▸ Task directions
Reproduce exactly the lines of the material beneath, from the line that contains "content:''; display:block; margin:auto;" to the line that contains "function drawText(font, color, halo, rows, align", both included, and no other lines.

▸ Excerpted records
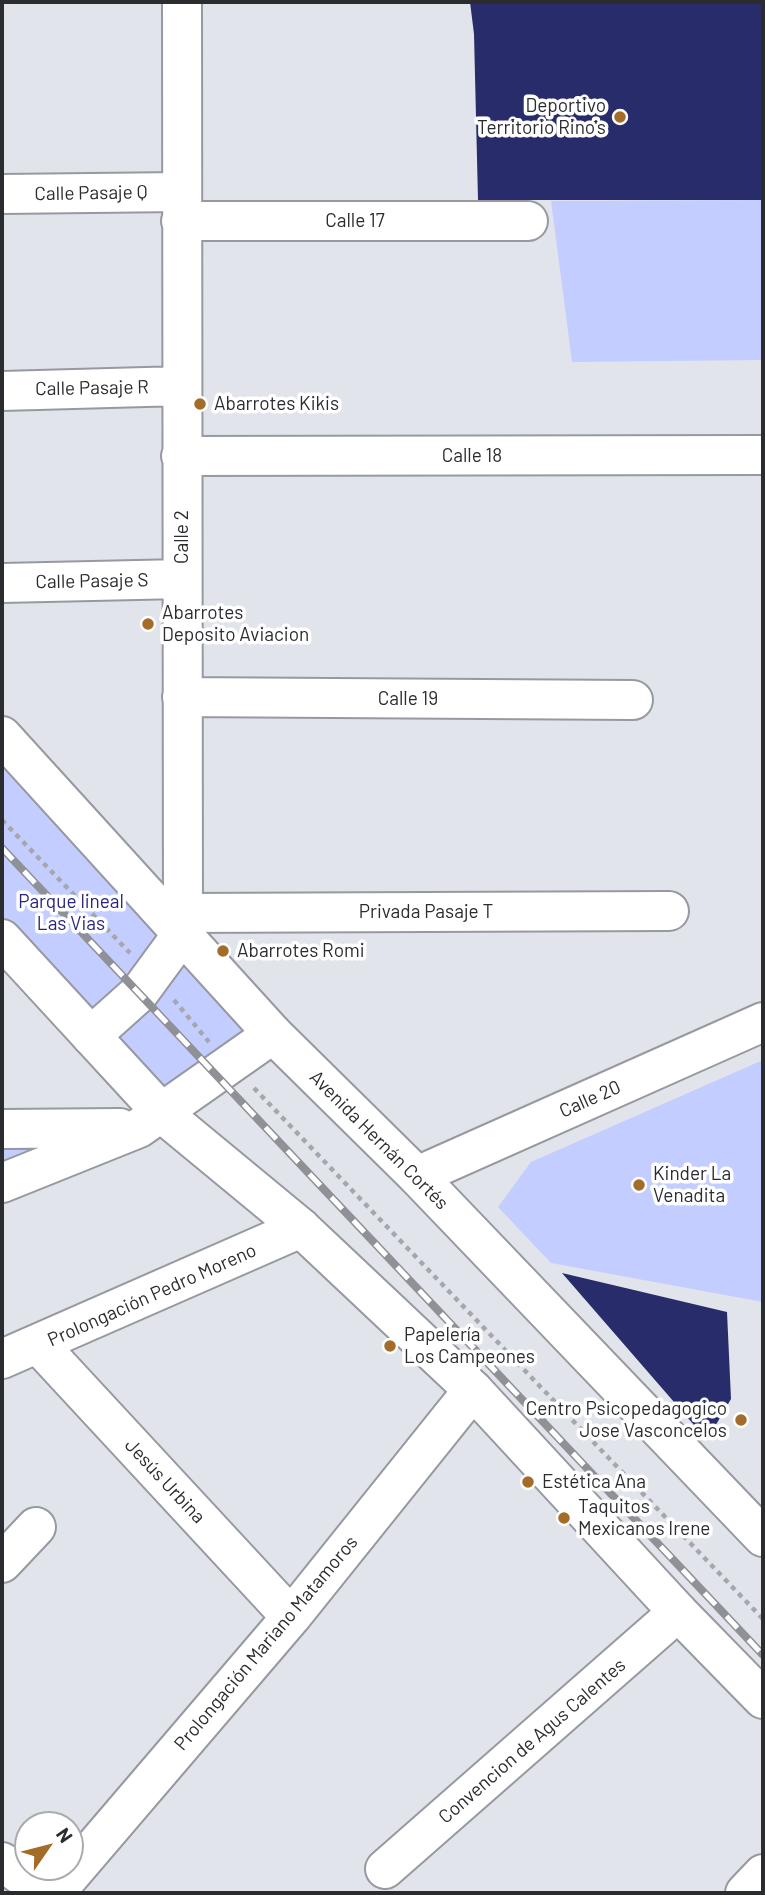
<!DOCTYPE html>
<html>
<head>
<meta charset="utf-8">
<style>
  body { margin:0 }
  #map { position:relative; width:765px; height:1895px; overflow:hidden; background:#e2e4ec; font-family:Barlow,sans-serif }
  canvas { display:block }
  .frame { position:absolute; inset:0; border:4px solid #2b2c2f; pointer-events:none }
  .north { position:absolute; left:14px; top:1811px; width:70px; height:70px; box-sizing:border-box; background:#fff; border:2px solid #aaabac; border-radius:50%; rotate:55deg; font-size:19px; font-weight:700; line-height:28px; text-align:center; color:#2b2c2f }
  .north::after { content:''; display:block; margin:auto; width:24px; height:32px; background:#a46c29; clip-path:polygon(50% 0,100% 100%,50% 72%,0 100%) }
</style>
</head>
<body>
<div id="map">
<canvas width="765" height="1895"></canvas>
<div class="frame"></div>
<div class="north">N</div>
</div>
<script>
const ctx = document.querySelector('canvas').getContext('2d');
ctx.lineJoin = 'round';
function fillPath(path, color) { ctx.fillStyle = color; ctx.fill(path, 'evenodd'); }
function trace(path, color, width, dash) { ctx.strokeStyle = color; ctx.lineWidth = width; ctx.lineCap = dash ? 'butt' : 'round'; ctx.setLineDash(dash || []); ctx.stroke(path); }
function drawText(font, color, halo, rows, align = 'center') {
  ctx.font = font + ' Barlow,sans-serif'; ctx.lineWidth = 7; ctx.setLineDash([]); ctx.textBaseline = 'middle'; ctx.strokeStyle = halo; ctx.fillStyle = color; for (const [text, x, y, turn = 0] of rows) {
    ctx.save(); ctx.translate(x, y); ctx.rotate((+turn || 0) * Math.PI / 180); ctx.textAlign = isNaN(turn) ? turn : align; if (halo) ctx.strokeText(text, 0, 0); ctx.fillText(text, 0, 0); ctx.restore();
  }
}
fillPath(new Path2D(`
  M 763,200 L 763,360 L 572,362 L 551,201 Z
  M 2,750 L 170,935 L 93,1021 L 2,925 Z
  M 185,950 L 259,1033 L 166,1101 L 106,1037 Z
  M 763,1060 L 763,1302 L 551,1263 L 498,1207 L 531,1162 Z
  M 2,1144 L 65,1146 L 2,1169 Z`), '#c4cdff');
fillPath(new Path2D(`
  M 470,2 L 763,2 L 763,200 L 478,200 L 474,34 Z
  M 562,1273 L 727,1312 L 731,1399 L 707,1440 Z`), '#292c6b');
const minor = new Path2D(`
  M 2,194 L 181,192
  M 181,221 L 528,221
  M 2,391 L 182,386
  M 181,456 L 763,455
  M 2,583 L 182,579
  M 182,697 L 633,700
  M 183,913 L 669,911
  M 91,1036 L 139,993 L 183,933 L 182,2
  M 2,1129 L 120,1128
  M 417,1176 L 763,1022
  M 2,1183 L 139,1128 L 273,1034
  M 39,1345 L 291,1617
  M 2,1359 L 301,1228
  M 2,1563 L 36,1527
  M 2,1862 L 46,1893
  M 385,1869 L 678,1612
  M 55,1893 L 291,1617 L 473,1390
  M 745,1893 L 763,1874`);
const major = new Path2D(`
  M 2,736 L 273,1034 L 417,1176 L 763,1537
  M 2,939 L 163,1114 L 301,1228 L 473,1390 L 678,1612 L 763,1699`);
trace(minor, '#9799a0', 42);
trace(major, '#9799a0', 42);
trace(new Path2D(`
  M 2,820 L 130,953
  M 174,1000 L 209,1042
  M 254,1088 L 763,1619`), '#a5a7ad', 4.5, [5, 5]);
trace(minor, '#fff', 38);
trace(major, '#fff', 38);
const rail = new Path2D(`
  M 2,848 L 763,1655`);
trace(rail, '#8f9197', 8);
trace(rail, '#fff', 5, [16]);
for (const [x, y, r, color] of [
  [620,117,7,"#a46c29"],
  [200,404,7,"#a46c29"],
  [148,624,7,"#a46c29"],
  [223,951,7,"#a46c29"],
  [639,1185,7,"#a46c29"],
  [390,1346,7,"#a46c29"],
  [741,1420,7,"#a46c29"],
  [528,1482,7,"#a46c29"],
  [564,1518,7,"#a46c29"]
]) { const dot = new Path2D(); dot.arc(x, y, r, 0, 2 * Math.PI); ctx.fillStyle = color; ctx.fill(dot); trace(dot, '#fff', 2.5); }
drawText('19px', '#2b2c2f', '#fff', [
  ["Deportivo",606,106,"right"],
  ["Territorio Rino's",606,128,"right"],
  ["Abarrotes Kikis",214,404],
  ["Abarrotes",162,613],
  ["Deposito Aviacion",162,635],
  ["Abarrotes Romi",237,951],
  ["Kinder La",653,1174],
  ["Venadita",653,1196],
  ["Papelería",404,1335],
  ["Los Campeones",404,1357],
  ["Centro Psicopedagogico",727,1409,"right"],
  ["Jose Vasconcelos",727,1431,"right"],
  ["Estética Ana",542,1482],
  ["Taquitos",578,1507],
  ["Mexicanos Irene",578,1529]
], 'left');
drawText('19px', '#2b2c2f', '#fff', [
  ["Calle Pasaje Q",91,193,-1],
  ["Calle 17",355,221],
  ["Calle Pasaje R",92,388,-1],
  ["Calle 18",472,456],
  ["Calle 2",182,537,-90],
  ["Calle Pasaje S",92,581,-1],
  ["Calle 19",408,699],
  ["Privada Pasaje T",426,912],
  ["Calle 20",590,1099,-24],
  ["Avenida Hernán Cortés",379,1140,45],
  ["Prolongación Pedro Moreno",152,1295,-24],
  ["Jesús Urbina",165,1481,47],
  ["Prolongación Mariano Matamoros",266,1643,-50],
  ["Convencion de Agus Calentes",532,1741,-41]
]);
drawText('19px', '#29277b', '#fff', [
  ["Parque lineal",71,902],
  ["Las Vias",71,924]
]);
</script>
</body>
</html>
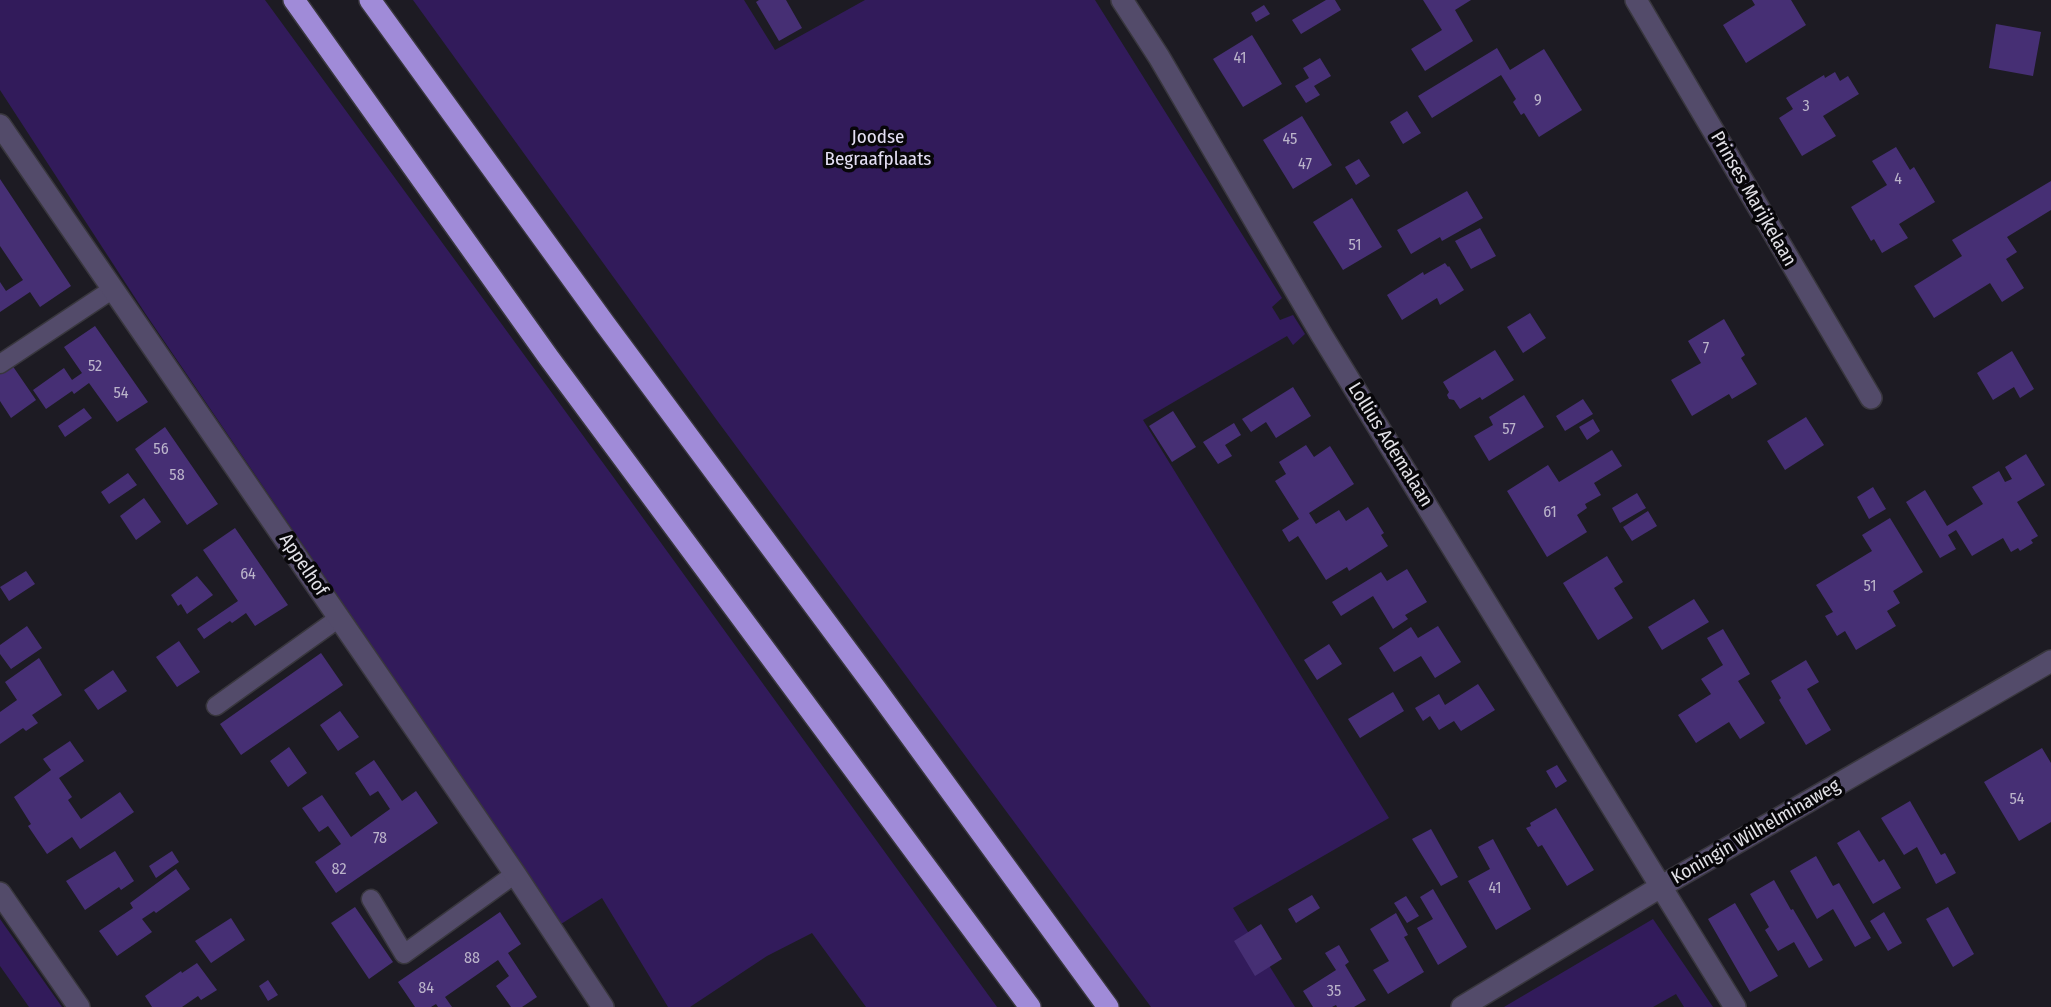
<!DOCTYPE html>
<style>
body{margin:0}
canvas{display:block;background:#1d1b23}
</style>
<canvas width="2051" height="1007"></canvas>
<script>
const g = document.querySelector('canvas').getContext('2d');
g.lineJoin = 'round';
function paint(path, color) {
  g.fillStyle = color;
  g.fill(path, 'evenodd');
}
function toPath(rows) {
  const path = new Path2D();
  for (const r of rows) {
    path.moveTo(r[0], r[1]);
    for (let i = 2; i < r.length; i += 2) path.lineTo(r[i], r[i + 1]);
  }
  return path;
}
function strokePath(path, color, width, dash) {
  g.strokeStyle = color;
  g.lineWidth = width;
  g.lineCap = dash ? 'butt' : 'round';
  g.setLineDash(dash || []);
  g.stroke(path);
}
function label(font, color, halo, rows, align = 'center') {
  g.font = font + ' "Fira Sans Condensed",sans-serif';
  g.lineWidth = 7;
  g.setLineDash([]);
  g.textBaseline = 'middle';
  g.strokeStyle = halo;
  g.fillStyle = color;
  for (const [text, x, y, turn = 0] of rows) {
    g.save();
    g.translate(x, y);
    g.rotate((+turn || 0) * Math.PI / 180);
    g.textAlign = isNaN(turn) ? turn : align;
    if (halo) g.strokeText(text, 0, 0);
    g.fillText(text, 0, 0);
    g.restore();
  }
}
paint(toPath([
 [0,0,265,0,614,478,997,1007,866,1007,812,933,767,956,690,1007,668,1007,602,898,561,924,145,313,0,90],
 [413,0,744,0,775,50,865,0,1095,0,1282,298,1272,307,1280,320,1293,315,1305,334,1293,345,1287,336,1143,420,1389,818,1233,908,1295,1007,1151,1007,716,419],
 [0,919,62,1007,29,1007,0,966],
 [1653,919,1713,1007,1684,1007,1676,994,1653,1007,1504,1007]
]), '#321b5b');
paint(toPath([
 [759,0,786,0,802,28,779,41,756,2],
 [1326,0,1335,0,1341,10,1301,34,1292,20],
 [1423,0,1471,0,1455,10,1473,41,1425,71,1411,49,1442,30],
 [1752,0,1791,0,1806,25,1746,63,1723,25,1755,5],
 [1264,5,1270,14,1256,22,1251,13],
 [1996,24,2041,32,2033,76,1989,68],
 [1252,35,1282,84,1243,107,1213,59],
 [1497,48,1510,70,1544,49,1582,110,1539,137,1524,113,1521,115,1513,102,1516,99,1501,75,1432,118,1418,96],
 [1320,58,1331,76,1314,86,1320,95,1306,103,1295,86,1309,78,1303,68],
 [1835,72,1840,81,1848,76,1859,94,1823,116,1836,136,1802,156,1779,118,1793,109,1786,98,1824,75,1825,78],
 [1407,111,1421,133,1403,144,1390,122],
 [1302,116,1332,165,1293,189,1263,140],
 [1896,147,1910,170,1914,167,1935,202,1899,224,1908,238,1882,253,1874,239,1871,241,1851,207,1887,185,1872,161],
 [1359,159,1370,176,1356,185,1345,167],
 [0,179,71,286,40,307,30,292,0,312,0,282,6,291,23,280,0,246],
 [2051,181,2051,210,2007,237,2017,252,2006,259,2024,288,2002,302,1990,283,1934,318,1914,286,1962,256,1952,240],
 [1467,191,1483,218,1442,241,1440,237,1411,254,1397,230],
 [1352,198,1382,247,1343,270,1313,222],
 [1480,228,1496,256,1471,269,1455,241],
 [1445,263,1448,267,1449,266,1464,290,1440,305,1437,298,1402,320,1387,295,1423,272,1424,275],
 [1530,313,1546,338,1523,353,1507,327],
 [1724,319,1745,355,1741,358,1757,384,1732,399,1729,394,1692,416,1671,380,1701,363,1688,341],
 [95,326,148,402,117,422,89,383,74,394,72,391,46,409,33,390,64,368,72,380,82,373,64,347],
 [1495,350,1514,380,1482,400,1480,397,1460,409,1454,400,1449,399,1447,395,1449,392,1443,382],
 [2012,351,2034,389,2020,398,2014,387,1993,400,1977,373],
 [12,365,36,400,11,418,0,401,0,373],
 [1293,387,1311,416,1276,438,1266,422,1251,432,1242,419],
 [1524,395,1544,427,1489,461,1474,436,1493,425,1489,417],
 [1583,399,1593,414,1565,431,1556,416],
 [84,408,92,418,65,437,58,426],
 [1173,411,1196,447,1172,462,1149,426],
 [1806,417,1824,445,1785,470,1767,441],
 [1593,419,1600,431,1587,440,1579,427],
 [1234,423,1241,435,1225,445,1232,456,1218,464,1203,442],
 [165,427,218,504,187,525,135,449],
 [1306,445,1314,457,1330,446,1354,484,1309,513,1316,524,1339,510,1346,521,1368,507,1384,533,1381,535,1388,546,1349,571,1347,567,1326,580,1298,536,1289,542,1282,530,1299,519,1275,481,1286,474,1279,462],
 [1612,450,1622,466,1594,483,1601,495,1585,504,1587,508,1577,515,1587,532,1547,557,1507,491,1548,465,1559,482],
 [2026,454,2045,485,2017,502,2038,536,2031,540,2033,543,2020,551,2018,548,2011,552,2003,538,1972,556,1956,530,1948,535,1956,549,1940,558,1906,502,1925,490,1947,526,1983,504,1972,487,1999,471,2005,482,2012,479,2005,467],
 [128,473,137,485,109,504,101,492],
 [1873,487,1886,509,1869,519,1857,497],
 [1637,493,1646,508,1620,523,1612,508],
 [144,498,161,522,136,540,120,516],
 [1648,511,1657,526,1632,541,1623,527],
 [1890,518,1923,572,1893,591,1900,603,1887,611,1896,626,1856,650,1845,631,1837,636,1825,616,1833,612,1816,585,1872,551,1862,535],
 [235,528,288,605,255,626,246,613,232,623,230,621,204,639,197,629,238,601,203,550],
 [1607,556,1623,582,1614,588,1633,618,1598,640,1563,583],
 [1407,569,1427,602,1405,615,1408,619,1393,629,1373,596,1341,616,1332,602,1381,572,1387,581],
 [26,571,35,584,9,601,0,587],
 [197,576,213,595,187,614,181,604,178,606,171,595],
 [1694,599,1709,622,1662,650,1648,627],
 [27,626,42,648,11,669,0,654,0,645],
 [1438,626,1461,662,1435,678,1421,656,1394,672,1379,648,1411,627,1418,638],
 [1723,629,1750,674,1738,681,1765,723,1740,739,1729,722,1696,743,1678,715,1711,694,1701,679,1723,665,1707,638],
 [179,641,200,672,177,687,156,657],
 [1329,644,1342,664,1317,680,1304,660],
 [321,653,343,685,241,755,220,724],
 [39,658,62,695,32,715,38,723,26,731,23,728,0,744,0,712,17,700,5,682],
 [1806,660,1819,682,1807,689,1831,730,1806,745,1779,700,1781,698,1771,681],
 [113,670,127,691,98,710,84,690],
 [1478,684,1495,710,1461,731,1454,721,1439,730,1430,716,1423,721,1415,708,1439,694,1445,705],
 [1393,692,1404,711,1360,738,1348,719],
 [340,711,359,737,338,751,320,725],
 [70,741,84,761,59,778,72,797,68,800,81,819,120,792,134,812,80,849,72,837,47,854,28,826,31,824,14,797,51,770,43,759],
 [289,747,307,773,288,787,270,761],
 [2042,748,2051,763,2051,822,2019,841,1984,782],
 [374,760,402,801,416,791,438,823,336,893,315,862,341,844,328,826,319,832,302,808,322,795,351,837,390,809,378,791,370,796,355,773],
 [1557,765,1567,781,1556,788,1546,771],
 [1910,801,1941,855,1945,853,1956,873,1936,884,1917,847,1904,855,1881,818],
 [1556,808,1594,870,1567,886,1542,845,1538,847,1526,828,1531,826,1530,823],
 [1431,829,1458,877,1441,886,1412,839],
 [1859,830,1879,862,1884,859,1901,888,1873,904,1837,843],
 [1493,839,1531,909,1496,930,1468,881,1490,869,1478,847],
 [115,851,134,881,121,890,119,887,85,910,66,881],
 [172,851,179,862,156,878,149,866],
 [1816,856,1833,886,1839,883,1871,938,1855,947,1833,909,1817,919,1790,871],
 [176,869,190,889,156,913,154,911,142,919,152,932,117,956,99,931,133,908,130,903],
 [1774,880,1791,910,1793,909,1823,960,1809,968,1794,942,1778,951,1765,930,1769,927,1750,894],
 [1433,889,1467,947,1438,965,1417,928,1433,919,1420,897],
 [1312,895,1320,908,1296,923,1288,909],
 [1406,896,1419,916,1407,923,1394,903],
 [1735,903,1778,976,1750,992,1708,919],
 [355,907,393,962,369,979,331,923],
 [1948,907,1974,954,1953,967,1926,919],
 [500,912,521,944,508,953,537,997,522,1007,511,1007,496,986,509,976,498,960,445,997,452,1007,438,1007,436,1004,431,1007,415,1007,398,982],
 [1884,912,1902,943,1888,951,1870,921],
 [1396,913,1408,935,1404,937,1424,972,1388,994,1373,970,1389,961,1370,929],
 [231,918,245,940,211,963,195,941],
 [1261,924,1282,959,1255,976,1234,941],
 [1339,945,1349,962,1345,965,1366,1000,1354,1007,1337,1007,1336,1005,1332,1007,1313,1007,1303,991,1336,970,1325,953],
 [197,963,217,990,201,1000,198,996,182,1007,152,1007,145,996,181,971,182,973],
 [268,980,278,995,268,1001,259,986]
]), '#462f74');
const service = toPath([
 [0,364,113,289],
 [216,706,339,618],
 [371,899,404,954,515,874]
]);
const minor = toPath([
 [1122,0,1159,57,1321,334,1735,1007],
 [1636,0,1871,398],
 [0,125,515,874,603,1007],
 [0,893,79,1007],
 [1462,1007,1662,886,2051,661]
]);
const motorway = toPath([
 [294,0,549,358,1030,1007],
 [370,0,605,324,876,689,1108,1007]
]);
strokePath(service, '#39373e', 21);
strokePath(minor, '#39373e', 24);
strokePath(motorway, '#39373e', 24);
strokePath(service, '#534b6a', 18);
strokePath(minor, '#534b6a', 21);
strokePath(motorway, '#a08bd8', 21);
label('16px', '#bbb4ca', null, [
 ["41",1240,59],
 ["9",1538,101],
 ["3",1806,107],
 ["45",1290,140],
 ["47",1305,165],
 ["4",1898,180],
 ["51",1355,246],
 ["7",1706,349],
 ["52",95,367],
 ["54",121,394],
 ["57",1509,430],
 ["56",161,450],
 ["58",177,476],
 ["61",1550,513],
 ["64",248,575],
 ["51",1870,587],
 ["54",2017,800],
 ["78",380,839],
 ["82",339,870],
 ["41",1495,889],
 ["88",472,959],
 ["84",426,989],
 ["35",1334,992]
]);
label('19px', '#e4dff4', '#070609', [
 ["Joodse",878,138],
 ["Begraafplaats",878,160]
]);
label('19px', '#e2e1e7', '#070609', [
 ["Prinses Marijkelaan",1753,199,60],
 ["Lollius Ademalaan",1390,445,58],
 ["Appelhof",303,565,56],
 ["Koningin Wilhelminaweg",1756,832,-30]
]);
</script>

▸ Solution to this task
  .north::after { content:''; display:block; margin:auto; width:24px; height:32px; background:#a46c29; clip-path:polygon(50% 0,100% 100%,50% 72%,0 100%) }
</style>
</head>
<body>
<div id="map">
<canvas width="765" height="1895"></canvas>
<div class="frame"></div>
<div class="north">N</div>
</div>
<script>
const ctx = document.querySelector('canvas').getContext('2d');
ctx.lineJoin = 'round';
function fillPath(path, color) { ctx.fillStyle = color; ctx.fill(path, 'evenodd'); }
function trace(path, color, width, dash) { ctx.strokeStyle = color; ctx.lineWidth = width; ctx.lineCap = dash ? 'butt' : 'round'; ctx.setLineDash(dash || []); ctx.stroke(path); }
function drawText(font, color, halo, rows, align = 'center') {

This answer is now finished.